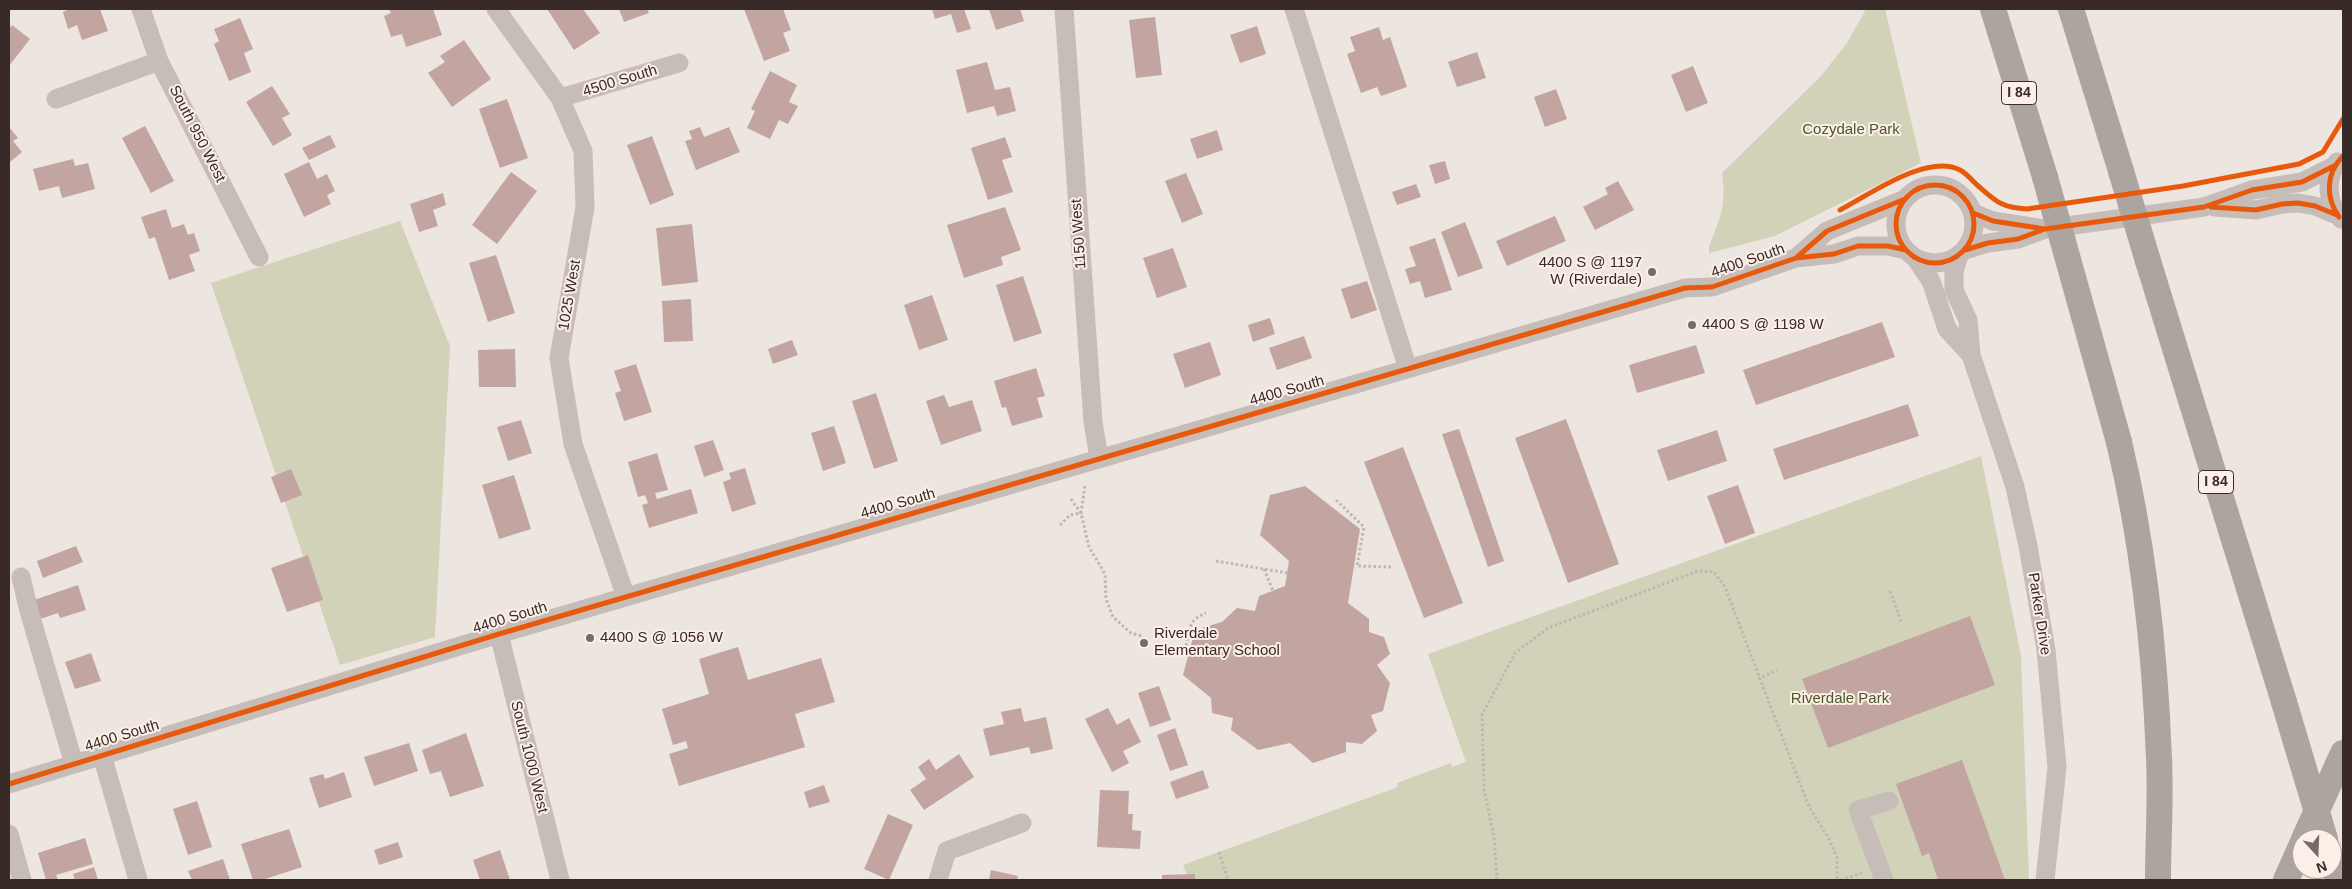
<!DOCTYPE html>
<style>
body{margin:0}
#map{position:relative;width:2352px;height:889px;overflow:hidden;background:#ede5e0;font-family:Helvetica,sans-serif}
canvas{display:block}
.frame{position:absolute;inset:0;border:10px solid #382a27;pointer-events:none}
.north{position:absolute;left:2292px;top:829px;width:50px;height:50px;box-sizing:border-box;background:#fbefe7;border:1px solid #ada09a;border-radius:50%;rotate:160deg;font-size:14px;font-weight:700;line-height:20px;text-align:center;color:#382a27}
.north::after{content:'';display:block;margin:auto;width:18px;height:22px;background:#776b68;clip-path:polygon(50% 0,100% 100%,50% 72%,0 100%)}
</style>
<div id="map">
<canvas width="2352" height="889"></canvas>
<div class="frame"></div>
<div class="north">N</div>
</div>
<script>
const context = document.querySelector('canvas').getContext('2d');
context.lineJoin = 'round';
function paint(path, color) { context.fillStyle = color; context.fill(path, 'evenodd'); }
function strokePath(path, color, width, dash) { context.strokeStyle = color; context.lineWidth = width; context.lineCap = dash ? 'butt' : 'round'; context.setLineDash(dash || []); context.stroke(path); }
function write(font, color, halo, rows, align = 'center') {
  context.font = font + ' Helvetica,sans-serif'; context.lineWidth = 4; context.setLineDash([]); context.textBaseline = 'middle'; context.strokeStyle = halo; context.fillStyle = color; for (const [text, x, y, turn = 0] of rows) {
    context.save(); context.translate(x, y); context.rotate((+turn || 0) * Math.PI / 180); context.textAlign = isNaN(turn) ? turn : align; if (halo) context.strokeText(text, 0, 0); context.fillText(text, 0, 0); context.restore();
  }
}
const green = new Path2D(`
 M1866,9H1885L1921,163L1775,236L1709,253V247C1720,218 1727,205 1722,173L1821,76L1847,43Z
 M400,221L450,346L435,637L340,665L211,283Z
 M1981,456L2021,656L2029,880H1189L1183,865L1398,787L1397,783L1451,763L1452,767L1466,762L1428,654Z`);
const building = new Path2D(`
 M70,9H100L108,31L82,40L77,25L68,29L63,12Z
 M389,9H433L442,35L406,47L402,34L391,37L384,16L391,13Z
 M547,9H583L600,33L574,50Z
 M619,9H647L649,13L624,22Z
 M744,9H783L791,30L783,33L790,51L764,61Z
 M932,9H964L971,29L957,33L951,14L935,19Z
 M989,9H1020L1024,21L996,30Z
 M1155,17L1162,75L1136,78L1129,20Z
 M240,18L253,49L244,53L251,72L229,81L214,44L219,41L214,29Z
 M12,25L30,39L9,66V29Z
 M1257,26L1266,54L1240,63L1230,35Z
 M1379,27L1383,40L1390,37L1407,87L1381,96L1377,87L1361,93L1347,54L1355,51L1350,37Z
 M464,40L491,79L452,107L428,73L445,62L440,56Z
 M1477,52L1486,78L1457,87L1448,62Z
 M987,62L995,90L1010,87L1016,111L997,116L994,106L967,113L956,70Z
 M1693,66L1708,103L1686,112L1671,75Z
 M770,71L797,85L789,102L798,106L788,124L779,120L770,139L747,128L755,111L751,109Z
 M272,86L290,114L282,118L292,135L273,146L246,102Z
 M1556,89L1567,119L1545,127L1534,97Z
 M507,99L528,158L500,168L479,109Z
 M145,126L174,181L151,193L122,138Z
 M9,127L18,138L13,141L22,152L9,163Z
 M700,127L704,137L729,127L740,152L696,170L685,141L692,139L689,131Z
 M1217,130L1223,150L1197,159L1190,139Z
 M330,135L336,147L309,160L302,148Z
 M652,136L674,195L650,205L627,145Z
 M1005,137L1012,157L1002,160L1013,192L988,200L971,148Z
 M73,159L75,166L88,163L95,189L62,198L59,186L39,191L33,169Z
 M1445,161L1450,179L1435,184L1429,165Z
 M309,162L317,179L327,174L335,191L327,195L331,204L304,217L284,174Z
 M511,172L537,191L497,244L472,225Z
 M1186,173L1203,214L1182,223L1165,181Z
 M1618,181L1634,210L1595,230L1583,207L1608,194L1605,188Z
 M1416,184L1421,197L1397,205L1392,192Z
 M443,193L446,205L433,210L438,226L419,232L410,204Z
 M1005,207L1021,250L1001,257L1003,265L964,278L947,225Z
 M166,209L172,228L184,224L188,235L194,233L200,251L189,255L195,271L169,280L155,237L149,239L141,217Z
 M1555,216L1566,241L1507,266L1496,241Z
 M1465,222L1483,268L1458,277L1441,232Z
 M692,224L698,282L662,286L656,228Z
 M1435,238L1452,290L1425,298L1420,281L1410,284L1405,269L1416,266L1409,247Z
 M1173,248L1187,287L1157,298L1143,258Z
 M496,255L515,313L488,322L469,263Z
 M1023,276L1042,333L1014,342L996,285Z
 M1367,281L1377,310L1351,319L1341,289Z
 M932,295L948,340L919,350L904,305Z
 M691,299L693,341L664,342L662,301Z
 M1270,318L1275,334L1253,342L1248,325Z
 M1882,322L1895,357L1756,405L1743,370Z
 M1304,336L1312,358L1277,370L1269,348Z
 M792,340L798,355L773,364L768,349Z
 M1210,342L1221,375L1185,388L1173,354Z
 M1696,345L1705,373L1637,393L1629,365Z
 M515,349L516,387H479L478,350Z
 M636,364L652,412L624,421L615,393L621,391L614,371Z
 M1036,368L1045,396L1037,398L1043,417L1012,426L1006,407L1002,408L994,381Z
 M876,393L898,461L874,469L852,401Z
 M944,395L949,407L972,400L982,431L941,445L926,401Z
 M1908,404L1919,436L1784,480L1773,449Z
 M1566,419L1619,564L1568,583L1515,438Z
 M521,420L532,453L508,461L497,427Z
 M834,426L846,463L823,471L811,433Z
 M1459,429L1504,561L1488,567L1442,434Z
 M1717,430L1727,461L1668,481L1657,450Z
 M713,440L724,470L704,477L694,446Z
 M1403,447L1463,603L1424,618L1364,462Z
 M657,453L668,490L655,493L657,499L691,489L698,513L649,528L642,505L648,503L645,495L638,497L628,462Z
 M745,468L756,504L732,512L723,482L731,479L729,473Z
 M291,469L302,495L281,503L271,477Z
 M514,475L531,529L499,539L482,485Z
 M1738,485L1755,533L1725,544L1707,496Z
 M1305,486L1360,529L1348,603L1369,619V632L1384,637L1390,654L1377,665L1390,683L1383,711L1371,715L1377,731L1362,744L1346,742V752L1313,763L1290,743L1258,750L1231,730L1233,718L1212,713L1211,698L1183,675L1195,630L1222,622L1237,608L1255,611L1259,596L1285,586L1289,561L1260,535L1270,495Z
 M76,546L83,562L43,578L37,561Z
 M308,555L323,600L287,612L271,568Z
 M78,585L86,610L60,618L58,613L40,619L34,600Z
 M1970,616L1995,685L1828,748L1802,679Z
 M738,647L748,680L821,658L835,702L795,714L805,747L679,786L669,754L688,748L686,741L673,745L662,709L709,694L699,659Z
 M91,653L101,681L75,689L65,662Z
 M1159,686L1171,720L1150,727L1138,693Z
 M1021,708L1024,722L1046,717L1053,749L1031,754L1029,747L990,756L983,729L1004,724L1001,712Z
 M1108,708L1117,725L1129,718L1141,742L1123,751L1129,763L1112,772L1085,719Z
 M1175,728L1188,765L1170,771L1157,735Z
 M466,733L484,786L450,797L441,771L430,774L422,750Z
 M409,743L418,771L374,786L364,757Z
 M959,754L974,777L924,810L910,790L926,779L918,767L929,759L936,770Z
 M1962,760L2005,880H1938L1929,853L1922,856L1896,784Z
 M1203,770L1209,788L1176,799L1170,782Z
 M344,772L352,797L319,808L309,778L323,774L325,779Z
 M824,785L830,802L809,808L804,792Z
 M1100,790L1129,791L1128,814H1133L1132,830L1141,831L1140,849L1097,847Z
 M197,801L212,847L188,855L173,809Z
 M888,814L913,825L889,880L864,869Z
 M289,829L302,867L262,880H253L241,844Z
 M85,838L93,864L56,875L58,880H46L38,853Z
 M398,842L403,857L379,865L374,850Z
 M500,850L510,880H480L473,860Z
 M223,859L230,880H192L188,871Z
 M94,867L98,880H75L73,874Z
 M991,870L1018,876L1017,880H989Z
 M1195,874V880H1162V875Z`);
const path = new Path2D(`
 M1085,486L1081,513L1089,547L1105,574L1106,599L1113,617L1131,633L1142,636
 M1336,500L1364,527L1357,566L1391,567
 M1060,525L1070,515L1081,513L1070,498
 M1216,561L1288,573
 M1264,569L1273,591
 M1890,591L1902,624
 M1186,646C1190,629 1188,620 1206,613
 M1758,679L1777,670
 M1219,852L1228,880
 M1497,880L1494,837L1484,789L1482,715L1515,653L1548,628L1698,571L1714,572L1725,587L1809,807L1828,837L1837,857V880
 M1841,880L1862,873`);
const minor = new Path2D(`
 M141,9L159,61L259,257
 M496,9L560,98L583,151L585,207L559,358L573,444L626,597
 M1064,9L1093,422L1099,458
 M1294,9L1408,369
 M560,98L679,63
 M56,99L159,61
 M2337,162C2325,181 2327,203 2341,219
 M1896 224a39 39 0 1 1 78 0a39 39 0 1 1-78 0Z
 M2215,207L2256,210L2282,204L2298,203L2315,206L2337,215
 M1973,213L1993,221L2044,229
 M1965,250L1988,243L2018,239L2045,229L2204,207L2252,190L2302,182L2336,165
 M1959,256L1954,271V290L1968,320L1971,355L2015,487L2028,546L2046,650L2057,767L2045,880
 M1796,258L1827,231L1905,199
 M1916,259L1931,281L1947,329L1971,355
 M21,577L29,611L74,764
 M499,634L560,880
 M102,755L138,880
 M9,784L499,634L1685,288L1712,287L1796,258L1834,254L1858,246H1888L1906,250
 M9,834L22,880
 M938,880L947,851L1022,823
 M1884,880L1858,810L1889,801`);
const highway = new Path2D(`
 M1993,9L2045,177
 M2071,9L2121,171
 M2148,261L2284,702
 M2119,442C2144,546 2155,652 2159,759C2161,799 2158,840 2158,880
 M2304,839L2343,753
 M2332,861L2338,880
 M2286,880L2302,844`);
const highwayBridge = new Path2D(`
 M2121,171L2148,261
 M2045,177L2119,442
 M2284,702L2325,839`);
const cycleway = new Path2D(`
 M1896 224a39 39 0 1 1 78 0a39 39 0 1 1-78 0Z
 M2211,207L2256,210L2282,204L2298,203L2315,206L2337,215
 M1840,210C1869,195 1927,153 1960,170C1966,173 1972,180 1977,185C1996,201 2001,208 2027,209L2183,186L2299,164L2323,152L2343,119
 M1973,213L1993,221L2045,229
 M2339,217C2325,197 2326,173 2343,156
 M1965,250L1988,243L2018,239L2045,229L2204,207L2252,190L2302,182L2336,165
 M1796,258L1827,231L1905,199
 M9,784L499,634L1685,288L1712,287L1796,258L1834,254L1858,246H1888L1906,250`);
const markers = [
 [1652,272,5,"#776b68"],
 [1692,325,5,"#776b68"],
 [590,638,5,"#776b68"],
 [1144,643,5,"#776b68"]
];
const shields = [
 [2019,93,35],
 [2216,482,35]
];
const shieldNames = [
 ["I 84",2019,93],
 ["I 84",2216,482]
];
const streetNames = [
 ["4500 South",620,81,-17],
 ["South 950 West",197,134,63],
 ["1150 West",1079,234,-94],
 ["4400 South",1748,261,-19],
 ["1025 West",570,295,-80],
 ["4400 South",1287,391,-16],
 ["4400 South",898,504,-16],
 ["Parker Drive",2039,614,81],
 ["4400 South",510,618,-17],
 ["4400 South",122,736,-17],
 ["South 1000 West",529,757,76]
];
const parkNames = [
 ["Cozydale Park",1851,130],
 ["Riverdale Park",1840,699]
];
const poiNames = [
 ["4400 S @ 1197",1642,263,"right"],
 ["W (Riverdale)",1642,280,"right"],
 ["4400 S @ 1198 W",1702,325],
 ["Riverdale",1154,634],
 ["Elementary School",1154,651],
 ["4400 S @ 1056 W",600,638]
];
paint(green, '#d2d2b9');
paint(building, '#c2a5a0');
strokePath(path, '#bfb6b1', 3, [2.5, 2.5]);
strokePath(minor, '#c6bdb9', 19);
strokePath(highway, '#aca49f', 26);
strokePath(highwayBridge, '#aca49f', 26);
strokePath(cycleway, '#e8590c', 5);
for (const [x, y, r, color] of markers) { const dot = new Path2D(); dot.arc(x, y, r, 0, 2 * Math.PI); context.fillStyle = color; context.fill(dot); strokePath(dot, '#fbefe7', 2); }
for (const [x, y, w] of shields) { const box = new Path2D(); box.roundRect(x - w / 2, y - 11.5, w, 23, 4); context.fillStyle = '#fbefe7'; context.fill(box); strokePath(box, '#382a27', 1); }
write('bold 14px', '#382a27', null, shieldNames);
write('15px', '#382a27', '#fbefe7', streetNames);
write('15px', '#4d5829', '#fbefe7', parkNames);
write('15px', '#382a27', '#fbefe7', poiNames, 'left');
</script>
- - - - -
Task description:
Return exactly the lines above from the line that has "M991,870L1018,876L1017,880H989Z" through the line that has "M1758,679L1777,670", inclusive, and nothing else.

Solution to this problem:
 M991,870L1018,876L1017,880H989Z
 M1195,874V880H1162V875Z`);
const path = new Path2D(`
 M1085,486L1081,513L1089,547L1105,574L1106,599L1113,617L1131,633L1142,636
 M1336,500L1364,527L1357,566L1391,567
 M1060,525L1070,515L1081,513L1070,498
 M1216,561L1288,573
 M1264,569L1273,591
 M1890,591L1902,624
 M1186,646C1190,629 1188,620 1206,613
 M1758,679L1777,670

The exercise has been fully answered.